Start with your pool volume in gallons or liters (use the Pool Volume calculator if unsure) and pick a turnover time, the hours to circulate the entire pool once, usually 8 hours per the way most residential systems are designed. From volume and turnover you get the required flow rate in GPM (or LPM). Then choose your filter media type, because each has a different rated flow per square foot of surface area: sand filters run about 15-20 GPM per sq ft (high-rate sand), cartridge filters are gentlest at roughly 0.3-0.375 GPM per sq ft, and diatomaceous-earth (DE) filters sit near 1.5-2 GPM per sq ft. Enter the filter's surface area from its label (sq ft or m2). The calculator confirms whether that filter can handle your flow without exceeding its design rate. Measure honestly: a single-speed pump may push more flow than the nameplate, so size the filter to the pump's actual delivered GPM at your system TDH, not a guess.
Method: required flow (GPM) = pool volume (gal) / (turnover hours x 60). Required filter area (sq ft) = required flow / media flow rating. Worked example: a 24,000-gallon (90,800 L) pool with an 8-hour turnover needs 24000 / (8 x 60) = 50 GPM (189 LPM).

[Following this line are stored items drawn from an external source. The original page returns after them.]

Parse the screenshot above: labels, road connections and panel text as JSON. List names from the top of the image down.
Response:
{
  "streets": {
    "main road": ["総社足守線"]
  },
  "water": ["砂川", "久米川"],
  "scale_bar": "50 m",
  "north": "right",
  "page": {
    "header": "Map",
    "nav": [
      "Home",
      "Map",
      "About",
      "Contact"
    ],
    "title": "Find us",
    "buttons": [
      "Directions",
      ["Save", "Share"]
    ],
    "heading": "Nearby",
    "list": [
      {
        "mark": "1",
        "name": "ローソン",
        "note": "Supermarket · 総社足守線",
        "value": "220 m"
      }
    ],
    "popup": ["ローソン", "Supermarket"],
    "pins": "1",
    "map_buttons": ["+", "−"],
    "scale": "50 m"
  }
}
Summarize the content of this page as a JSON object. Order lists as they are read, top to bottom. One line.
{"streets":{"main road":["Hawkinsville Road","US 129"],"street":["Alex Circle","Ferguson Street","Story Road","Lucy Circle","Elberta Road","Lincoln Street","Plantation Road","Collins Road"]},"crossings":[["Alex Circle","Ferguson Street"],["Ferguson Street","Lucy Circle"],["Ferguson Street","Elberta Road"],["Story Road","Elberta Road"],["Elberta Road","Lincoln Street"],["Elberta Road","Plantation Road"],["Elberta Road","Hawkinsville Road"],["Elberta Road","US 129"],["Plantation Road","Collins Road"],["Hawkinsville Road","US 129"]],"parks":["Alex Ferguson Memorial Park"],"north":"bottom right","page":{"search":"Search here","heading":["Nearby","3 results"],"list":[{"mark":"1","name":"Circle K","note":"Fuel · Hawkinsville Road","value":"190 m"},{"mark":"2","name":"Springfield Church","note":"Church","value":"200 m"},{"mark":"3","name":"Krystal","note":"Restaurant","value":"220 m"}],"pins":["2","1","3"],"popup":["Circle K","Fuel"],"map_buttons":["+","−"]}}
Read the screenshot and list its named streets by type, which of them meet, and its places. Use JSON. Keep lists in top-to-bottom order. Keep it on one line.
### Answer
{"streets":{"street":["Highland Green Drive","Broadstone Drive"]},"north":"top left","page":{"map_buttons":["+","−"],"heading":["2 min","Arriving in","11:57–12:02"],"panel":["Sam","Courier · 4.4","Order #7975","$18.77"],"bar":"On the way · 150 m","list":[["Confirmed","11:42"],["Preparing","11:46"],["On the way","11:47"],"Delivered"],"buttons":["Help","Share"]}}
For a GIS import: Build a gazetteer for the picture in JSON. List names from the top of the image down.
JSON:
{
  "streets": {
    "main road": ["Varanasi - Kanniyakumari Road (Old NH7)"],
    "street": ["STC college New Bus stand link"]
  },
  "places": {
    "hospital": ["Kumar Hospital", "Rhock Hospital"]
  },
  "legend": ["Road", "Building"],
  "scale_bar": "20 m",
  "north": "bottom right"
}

For a cartridge filter rated at 0.375 GPM per sq ft, area = 50 / 0.375 = 133 sq ft (12.4 m2), so a 150 sq ft cartridge gives comfortable headroom. The same 50 GPM through high-rate sand at 18 GPM/sq ft needs only 50 / 18 = 2.8 sq ft, which matches a tank about 24 in (610 mm) in diameter. Notice cartridge needs far more area for the same flow, that larger surface is exactly why oversized filters run longer between cleanings and add less head to your pump.
Filter sizing is about clarity and equipment protection, not chemicals, but getting it wrong still costs you. Push more GPM through a filter than its rated area and you channel water too fast for the media to trap fine debris, so the pool looks hazy even with perfect chemistry, and on sand filters you can drive media into the pool. Undersizing also raises head loss, straining the pump motor. The common mistake is sizing the filter to the pool instead of to the pump's real flow, always pair them. When in doubt, go one size larger: extra surface area means longer cycles between backwashing or cleaning, which saves water and chemicals. Recalculate if you upgrade to a higher-flow or variable-speed pump, switch turnover targets, or change media type. And remember a filter only sustains rated flow when clean, backwash sand and DE at about 8-10 psi over the clean baseline, and rinse cartridges before pressure climbs that far.
Yes. A larger filter has more surface area, which means it can go longer between cleanings and provides less resistance to the pump, improving overall system efficiency.
The three types are Sand (easiest to use), Cartridge (no backwashing needed), and D.E. (Diatomaceous Earth - provides the finest level of filtration).
Take your total pool volume and divide it by the desired turnover time (usually 8 hours) to find the minimum GPM (Gallons Per Minute) your filter must handle.